Based upon a decade of research on the sources at Geneva's Archives d'Etat and Bibliotheque de Geneve, Dr. Jennifer Powell Mcnutt provides the first comprehensive monograph devoted to Geneva's Enlightenment clergy. Examination of the social, political, theological, and cultural encounter of the Reformation with the Enlightenment in the figurative meeting of Calvin and Voltaire brings to light the life, work, and thought of Geneva's eighteenth-century clergy.
Despite being a major site of friction between faith and modern thought, the relationship between anthropology and Christianity has never before been the subject of a book-length study. In this groundbreaking work, Dr. Timothy Larsen examines the point where doubt and faith collide with anthropological theory and evidence.
The scripture-saturated culture of nineteenth-century England is displayed by Dr. Timothy Larsen in a series of lively case studies of representative figures ranging from the Quaker prison reformer Elizabeth Fry to the liberal Anglican pioneer of nursing Florence Nightingale to the Baptist preacher C. H. Spurgeon to the Jewish author Grace Aguilar. Even the agnostic man of science T. H. Huxley and the atheist leaders Charles Bradlaugh and Annie Besant were thoroughly and profoundly preoccupied with the Bible.
Stories are frequently told of prominent Victorians such as George Eliot losing their faith. This crisis is presented as demonstrating the intellectual weakness of Christianity as it was assaulted by new lines of thought such as Darwinism and biblical criticism. This study serves as a corrective to that narrative. Dr. Timothy Larsen focuses on freethinking and Secularist leaders who came to faith. As sceptics, they had imbibed all the latest ideas that seemed to undermine faith; nevertheless, they went on to experience a crisis of doubt, and then to defend in their writings and lectures the intellectual cogency of Christianity. The Victorian crisis of doubt was surprisingly large. Telling this story serves to restore its true proportion and to reveal the intellectual strength of faith in the nineteenth century.

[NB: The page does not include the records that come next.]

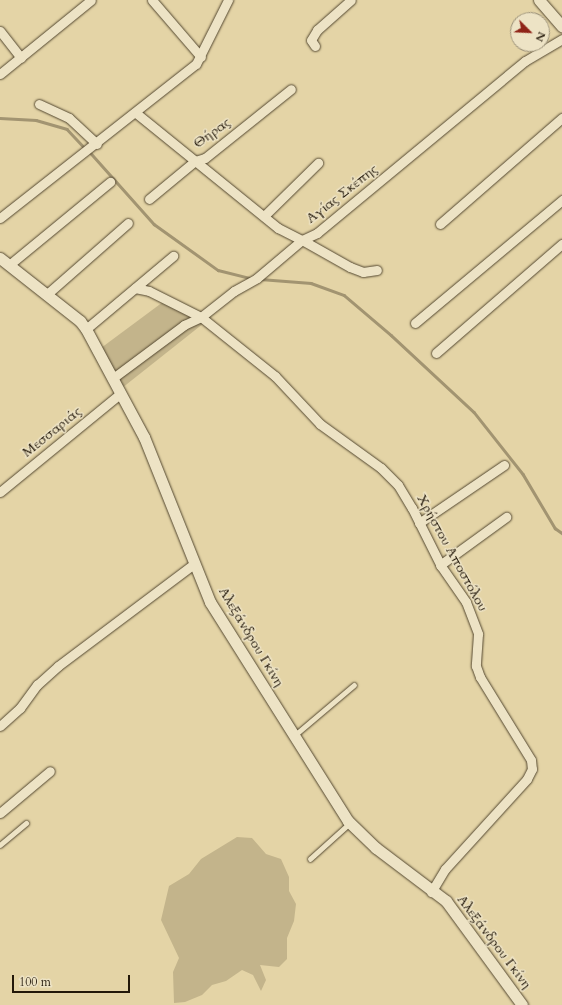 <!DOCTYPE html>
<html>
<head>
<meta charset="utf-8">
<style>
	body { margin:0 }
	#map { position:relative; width:562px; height:1005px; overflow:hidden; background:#e4d4a6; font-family:Cardo,serif }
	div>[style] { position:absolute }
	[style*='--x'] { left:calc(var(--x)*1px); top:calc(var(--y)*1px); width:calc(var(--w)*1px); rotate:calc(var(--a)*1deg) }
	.green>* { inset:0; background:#c3b48b }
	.stream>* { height:2.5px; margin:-1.25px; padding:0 1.25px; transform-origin:1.25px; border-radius:1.25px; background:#a29471 }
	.roads { filter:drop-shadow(0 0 1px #534730) drop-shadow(0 0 1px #534730) }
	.service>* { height:4.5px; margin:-2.25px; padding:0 2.25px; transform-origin:2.25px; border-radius:2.25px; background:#ede3c5 }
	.minor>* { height:9px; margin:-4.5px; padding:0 4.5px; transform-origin:4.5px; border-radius:4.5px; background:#ede3c5 }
	.tertiary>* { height:11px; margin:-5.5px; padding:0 5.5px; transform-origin:5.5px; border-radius:5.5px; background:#ede3c5 }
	span { translate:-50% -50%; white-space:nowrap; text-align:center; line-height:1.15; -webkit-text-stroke:3px #ede3c5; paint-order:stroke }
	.street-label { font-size:14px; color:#231809 }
	.north { position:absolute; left:510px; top:12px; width:40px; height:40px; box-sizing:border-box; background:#ede3c5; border:1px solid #9c927a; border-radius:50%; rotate:114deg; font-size:11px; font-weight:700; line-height:16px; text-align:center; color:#231809 }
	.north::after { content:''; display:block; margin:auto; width:14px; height:18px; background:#8f2418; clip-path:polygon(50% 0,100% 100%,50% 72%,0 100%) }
	.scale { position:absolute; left:12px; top:975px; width:118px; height:18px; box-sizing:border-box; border:2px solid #231809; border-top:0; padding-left:5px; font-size:12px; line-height:14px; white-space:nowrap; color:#231809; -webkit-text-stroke:3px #ede3c5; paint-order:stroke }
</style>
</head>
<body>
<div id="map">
	<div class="green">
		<div style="clip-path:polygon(163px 302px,204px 323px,122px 388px,101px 348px)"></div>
		<div style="clip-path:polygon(237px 837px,252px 838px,266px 854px,281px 859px,289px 877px,289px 891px,296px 904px,294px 921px,287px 938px,287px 959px,279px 967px,260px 965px,266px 980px,261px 991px,253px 975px,242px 970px,226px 981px,212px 985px,202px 995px,185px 1002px,174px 1003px,173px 972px,179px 958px,161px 920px,169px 886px,189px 874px,201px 859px)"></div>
	</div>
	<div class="stream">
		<div style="--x:0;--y:118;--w:36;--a:3"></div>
		<div style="--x:36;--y:120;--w:32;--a:16"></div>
		<div style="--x:67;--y:129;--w:26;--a:47"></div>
		<div style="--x:89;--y:151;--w:98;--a:48.3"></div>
		<div style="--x:154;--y:224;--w:79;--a:35.7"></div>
		<div style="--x:218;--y:270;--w:34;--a:14"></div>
		<div style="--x:260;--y:279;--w:51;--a:4.5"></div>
		<div style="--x:311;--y:283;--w:35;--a:20"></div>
		<div style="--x:344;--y:295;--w:62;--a:40.4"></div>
		<div style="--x:391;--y:335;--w:113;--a:42.9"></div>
		<div style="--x:474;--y:412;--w:79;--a:51.7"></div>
		<div style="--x:523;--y:474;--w:63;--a:59.3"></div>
		<div style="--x:555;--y:528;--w:9;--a:36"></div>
	</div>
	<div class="roads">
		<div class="service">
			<div style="--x:295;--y:735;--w:77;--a:-40.3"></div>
			<div style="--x:0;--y:845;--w:34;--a:-40"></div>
			<div style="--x:310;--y:859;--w:54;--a:-42"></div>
		</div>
		<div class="minor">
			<div style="--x:152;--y:0;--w:75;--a:49.3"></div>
			<div style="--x:0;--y:31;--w:34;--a:52"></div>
			<div style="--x:315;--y:46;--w:7;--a:-124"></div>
			<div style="--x:311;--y:40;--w:12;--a:-59"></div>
			<div style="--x:317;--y:30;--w:45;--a:-41.4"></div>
			<div style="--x:0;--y:74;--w:117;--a:-39.1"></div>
			<div style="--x:39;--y:104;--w:33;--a:25"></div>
			<div style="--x:69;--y:118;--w:38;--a:43"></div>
			<div style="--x:136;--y:113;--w:183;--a:39"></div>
			<div style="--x:278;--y:228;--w:27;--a:27"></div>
			<div style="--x:302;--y:240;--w:17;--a:-25"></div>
			<div style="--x:317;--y:233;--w:270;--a:-39.6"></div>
			<div style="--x:525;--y:61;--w:43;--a:-30.7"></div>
			<div style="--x:149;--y:199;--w:60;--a:-39.6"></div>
			<div style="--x:195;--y:161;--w:10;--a:-17"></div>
			<div style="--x:205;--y:158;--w:110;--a:-38.7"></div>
			<div style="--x:264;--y:216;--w:76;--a:-44.5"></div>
			<div style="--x:0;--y:218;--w:249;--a:-38.2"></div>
			<div style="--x:196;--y:64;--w:72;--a:-63.4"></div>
			<div style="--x:440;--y:224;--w:162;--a:-41"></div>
			<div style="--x:9;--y:265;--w:131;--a:-39.4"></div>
			<div style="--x:135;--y:288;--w:14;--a:12"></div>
			<div style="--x:149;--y:291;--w:58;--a:26.6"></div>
			<div style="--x:201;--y:317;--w:95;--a:38.6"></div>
			<div style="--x:275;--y:376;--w:66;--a:46.8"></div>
			<div style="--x:320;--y:424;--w:75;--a:35.8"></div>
			<div style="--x:381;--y:468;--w:24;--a:45"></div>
			<div style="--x:398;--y:485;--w:27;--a:59"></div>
			<div style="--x:412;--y:508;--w:65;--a:63.4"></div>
			<div style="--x:441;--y:566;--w:44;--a:55.2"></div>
			<div style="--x:466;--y:602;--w:34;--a:69"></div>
			<div style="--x:478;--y:634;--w:32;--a:94"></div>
			<div style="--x:476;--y:666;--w:12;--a:70"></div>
			<div style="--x:480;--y:677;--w:97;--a:58.4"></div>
			<div style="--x:531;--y:760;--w:9;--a:84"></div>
			<div style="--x:532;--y:769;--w:11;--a:117"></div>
			<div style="--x:527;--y:779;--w:122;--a:132.3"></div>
			<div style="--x:445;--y:869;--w:27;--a:121"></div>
			<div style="--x:46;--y:295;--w:109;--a:-41.3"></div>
			<div style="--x:415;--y:323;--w:192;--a:-39.9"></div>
			<div style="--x:86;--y:329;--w:114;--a:-40"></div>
			<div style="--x:436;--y:353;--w:167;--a:-40.9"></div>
			<div style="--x:113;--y:378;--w:89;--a:-36.7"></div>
			<div style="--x:184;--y:325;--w:19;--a:-25"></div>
			<div style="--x:201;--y:317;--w:42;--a:-38.2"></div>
			<div style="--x:234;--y:291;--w:26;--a:-29"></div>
			<div style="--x:257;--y:278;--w:59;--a:-40.2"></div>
			<div style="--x:302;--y:240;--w:55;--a:29.4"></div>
			<div style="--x:350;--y:267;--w:14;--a:21"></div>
			<div style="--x:363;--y:272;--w:14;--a:-8"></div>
			<div style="--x:0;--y:492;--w:156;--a:-39.3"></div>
			<div style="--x:419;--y:523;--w:103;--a:-34.3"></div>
			<div style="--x:440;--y:565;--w:82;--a:-36"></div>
			<div style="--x:0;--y:726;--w:27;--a:-42"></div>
			<div style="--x:20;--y:708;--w:29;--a:-54"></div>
			<div style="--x:37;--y:685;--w:28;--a:-42"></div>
			<div style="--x:58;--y:666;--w:170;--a:-36.9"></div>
			<div style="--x:0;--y:813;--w:65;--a:-40"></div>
		</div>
		<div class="tertiary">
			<div style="--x:539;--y:0;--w:35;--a:49"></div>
			<div style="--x:0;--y:258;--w:102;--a:38.2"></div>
			<div style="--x:80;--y:321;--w:10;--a:53"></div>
			<div style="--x:86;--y:329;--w:123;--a:61.8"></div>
			<div style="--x:144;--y:437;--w:178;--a:68.2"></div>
			<div style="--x:210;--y:602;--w:259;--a:57.8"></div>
			<div style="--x:348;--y:821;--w:39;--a:44"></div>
			<div style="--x:376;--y:848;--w:88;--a:37.1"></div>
			<div style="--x:446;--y:901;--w:129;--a:53.8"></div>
		</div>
	</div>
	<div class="street-label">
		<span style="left:212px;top:133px;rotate:-36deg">Θήρας</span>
		<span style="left:342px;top:194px;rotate:-38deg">Αγίας Σκέπης</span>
		<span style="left:52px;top:432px;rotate:-39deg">Μεσσαριάς</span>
		<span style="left:452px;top:553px;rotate:61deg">Χρήστου Αποστόλου</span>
		<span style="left:251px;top:637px;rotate:59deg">Αλεξάνδρου Γκίνη</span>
		<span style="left:494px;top:942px;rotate:53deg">Αλεξάνδρου Γκίνη</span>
	</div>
	<div class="north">N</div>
	<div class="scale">100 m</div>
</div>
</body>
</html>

Caesar and the Lamb by Dr. George Kalantzis focuses on the attitudes of the earliest Christians on war and military service and tells the story of the struggle of the earliest Church, the communities of Christ at the margins of power and society, to bear witness to the nations that enveloped them as they transformed the dominant narratives of citizenship, loyalty, freedom, power, and control.